Beitragvon lueg » 8. November 2011, 13:49

lorion hat geschrieben:Kennst du ein Spiel, bei dem du nicht den Eindruck hast, dass das Thema aufgesetzt ist?


Naja, ich habe mich dieser Frage bisher eher theoretisch genähert.
Wenn das Thema AUF einen Mechanismus GESETZT wird, ist es "aufgesetzt.
Umgekehrt: wenn das Thema zum Mechanismus führt, SCHEINT es thematisch(er).

Aber das haben wir ja schon einmal bei einer ähnlichen Diskussion erörtert:
prinzipiell ist KEIN Spiel thematisch, weil eine wie auch immer beschaffene Realität durch den Spielmechanismus abstrahiert wird, also immer den Gesetzmäßigkeiten der "Spielewelt" gehorchen muss. Innerhalb dieser "Spielewelt" gibt es KEIN Thema, sondern nur den abstrakten Spielemechanismus, prinzipiell kann ich also jedes Spiel ohne "Thema" spielen.

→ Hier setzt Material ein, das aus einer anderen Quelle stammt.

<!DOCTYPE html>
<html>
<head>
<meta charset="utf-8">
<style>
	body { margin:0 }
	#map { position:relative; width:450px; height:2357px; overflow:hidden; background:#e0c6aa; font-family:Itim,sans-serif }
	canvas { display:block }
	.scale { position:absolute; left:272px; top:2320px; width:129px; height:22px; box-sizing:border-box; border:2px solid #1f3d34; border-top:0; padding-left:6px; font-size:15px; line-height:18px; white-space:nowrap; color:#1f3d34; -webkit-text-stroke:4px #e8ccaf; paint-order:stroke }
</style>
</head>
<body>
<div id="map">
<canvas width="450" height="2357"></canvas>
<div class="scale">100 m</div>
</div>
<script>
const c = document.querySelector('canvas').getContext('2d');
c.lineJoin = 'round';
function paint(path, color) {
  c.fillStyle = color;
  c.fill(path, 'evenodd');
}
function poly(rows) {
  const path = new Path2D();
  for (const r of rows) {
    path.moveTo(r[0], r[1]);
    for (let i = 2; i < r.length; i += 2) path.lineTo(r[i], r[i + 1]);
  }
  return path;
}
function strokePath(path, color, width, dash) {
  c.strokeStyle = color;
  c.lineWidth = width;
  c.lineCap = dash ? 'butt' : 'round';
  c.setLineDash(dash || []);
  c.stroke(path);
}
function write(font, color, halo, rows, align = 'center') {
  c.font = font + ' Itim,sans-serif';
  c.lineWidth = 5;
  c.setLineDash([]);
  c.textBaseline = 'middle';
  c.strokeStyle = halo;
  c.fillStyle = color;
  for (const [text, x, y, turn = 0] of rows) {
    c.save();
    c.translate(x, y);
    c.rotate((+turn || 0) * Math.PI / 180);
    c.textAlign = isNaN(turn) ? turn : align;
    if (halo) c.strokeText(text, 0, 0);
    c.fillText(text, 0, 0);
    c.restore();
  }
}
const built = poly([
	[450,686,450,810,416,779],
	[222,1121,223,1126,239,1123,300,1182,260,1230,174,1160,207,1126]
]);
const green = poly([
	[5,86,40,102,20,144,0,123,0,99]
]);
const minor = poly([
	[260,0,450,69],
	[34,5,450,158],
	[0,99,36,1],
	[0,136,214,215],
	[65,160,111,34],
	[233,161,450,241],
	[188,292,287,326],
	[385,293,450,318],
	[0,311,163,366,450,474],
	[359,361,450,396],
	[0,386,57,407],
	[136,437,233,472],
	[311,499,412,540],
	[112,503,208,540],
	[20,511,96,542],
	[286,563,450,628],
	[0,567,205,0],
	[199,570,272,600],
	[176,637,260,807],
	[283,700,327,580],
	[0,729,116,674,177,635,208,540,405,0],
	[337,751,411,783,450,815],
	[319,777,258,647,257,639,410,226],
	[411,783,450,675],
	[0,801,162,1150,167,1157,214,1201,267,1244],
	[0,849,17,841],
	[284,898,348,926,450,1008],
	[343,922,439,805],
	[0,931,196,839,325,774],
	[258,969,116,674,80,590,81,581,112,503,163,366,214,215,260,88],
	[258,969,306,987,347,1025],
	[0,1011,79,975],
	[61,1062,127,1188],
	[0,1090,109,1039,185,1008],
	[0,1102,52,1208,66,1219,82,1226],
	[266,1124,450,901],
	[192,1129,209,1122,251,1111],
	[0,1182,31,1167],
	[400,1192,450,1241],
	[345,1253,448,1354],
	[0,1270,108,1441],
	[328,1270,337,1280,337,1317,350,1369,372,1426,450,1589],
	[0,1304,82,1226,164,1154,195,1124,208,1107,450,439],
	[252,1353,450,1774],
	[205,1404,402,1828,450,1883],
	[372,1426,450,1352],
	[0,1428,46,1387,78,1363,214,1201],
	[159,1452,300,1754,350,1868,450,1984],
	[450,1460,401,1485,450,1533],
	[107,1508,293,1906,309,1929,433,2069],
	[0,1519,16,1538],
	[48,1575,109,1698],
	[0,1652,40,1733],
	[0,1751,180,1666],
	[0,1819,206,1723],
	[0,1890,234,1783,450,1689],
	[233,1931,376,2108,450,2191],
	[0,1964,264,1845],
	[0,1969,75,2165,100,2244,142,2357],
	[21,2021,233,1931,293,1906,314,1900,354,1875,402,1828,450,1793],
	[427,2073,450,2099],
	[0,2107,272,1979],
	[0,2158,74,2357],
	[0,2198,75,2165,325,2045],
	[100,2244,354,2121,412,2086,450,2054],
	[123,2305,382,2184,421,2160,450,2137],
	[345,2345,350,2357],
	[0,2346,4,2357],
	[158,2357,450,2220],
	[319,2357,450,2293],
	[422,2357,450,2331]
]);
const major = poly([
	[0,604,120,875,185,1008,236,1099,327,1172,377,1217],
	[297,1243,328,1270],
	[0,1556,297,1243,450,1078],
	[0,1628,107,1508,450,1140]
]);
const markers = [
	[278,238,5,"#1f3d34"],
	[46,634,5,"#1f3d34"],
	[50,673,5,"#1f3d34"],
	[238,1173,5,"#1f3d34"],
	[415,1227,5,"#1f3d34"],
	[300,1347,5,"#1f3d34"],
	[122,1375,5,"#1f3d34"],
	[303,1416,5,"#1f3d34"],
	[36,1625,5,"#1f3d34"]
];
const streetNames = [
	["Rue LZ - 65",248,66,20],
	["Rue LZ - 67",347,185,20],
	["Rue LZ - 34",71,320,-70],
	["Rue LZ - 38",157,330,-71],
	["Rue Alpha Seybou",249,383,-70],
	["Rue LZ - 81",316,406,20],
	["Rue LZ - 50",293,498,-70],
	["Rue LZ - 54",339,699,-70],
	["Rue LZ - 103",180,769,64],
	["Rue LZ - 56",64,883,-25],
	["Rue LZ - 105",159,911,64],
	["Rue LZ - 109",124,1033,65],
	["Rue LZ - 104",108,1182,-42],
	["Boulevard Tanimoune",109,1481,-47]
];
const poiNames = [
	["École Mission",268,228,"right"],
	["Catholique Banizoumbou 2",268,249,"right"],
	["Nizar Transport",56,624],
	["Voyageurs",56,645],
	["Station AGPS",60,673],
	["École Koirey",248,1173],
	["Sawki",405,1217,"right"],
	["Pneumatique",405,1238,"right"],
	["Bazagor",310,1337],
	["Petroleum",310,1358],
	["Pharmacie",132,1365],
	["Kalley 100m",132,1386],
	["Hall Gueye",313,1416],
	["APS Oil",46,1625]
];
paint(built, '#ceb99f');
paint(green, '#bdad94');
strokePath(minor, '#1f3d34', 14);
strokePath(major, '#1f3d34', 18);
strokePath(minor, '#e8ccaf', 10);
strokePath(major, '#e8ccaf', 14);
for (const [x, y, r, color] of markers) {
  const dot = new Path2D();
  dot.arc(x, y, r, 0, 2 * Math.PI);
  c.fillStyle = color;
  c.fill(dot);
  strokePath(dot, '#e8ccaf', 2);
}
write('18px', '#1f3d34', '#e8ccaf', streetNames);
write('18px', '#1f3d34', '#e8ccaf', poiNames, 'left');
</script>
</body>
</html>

Aber ich denke es gibt dabei graduelle Unterschiede, die sich nicht zwingend über das Spiel selbst kategorisieren lassen, sondern nur über die Richtung aus der der Autor sich der Sache nähert:
- Orientiere ich mich stärker an der "realen Welt" und SUCHE einen Spielemechanismus, der diese glaubwürdig umsetzt bzw. simuliert?
- Orientiere ich mich stärker an der "Spielewelt" und SUCHE nach einem Thema, das von den von mir gewählten Mechanismen glaubhaft dargestellt werden kann?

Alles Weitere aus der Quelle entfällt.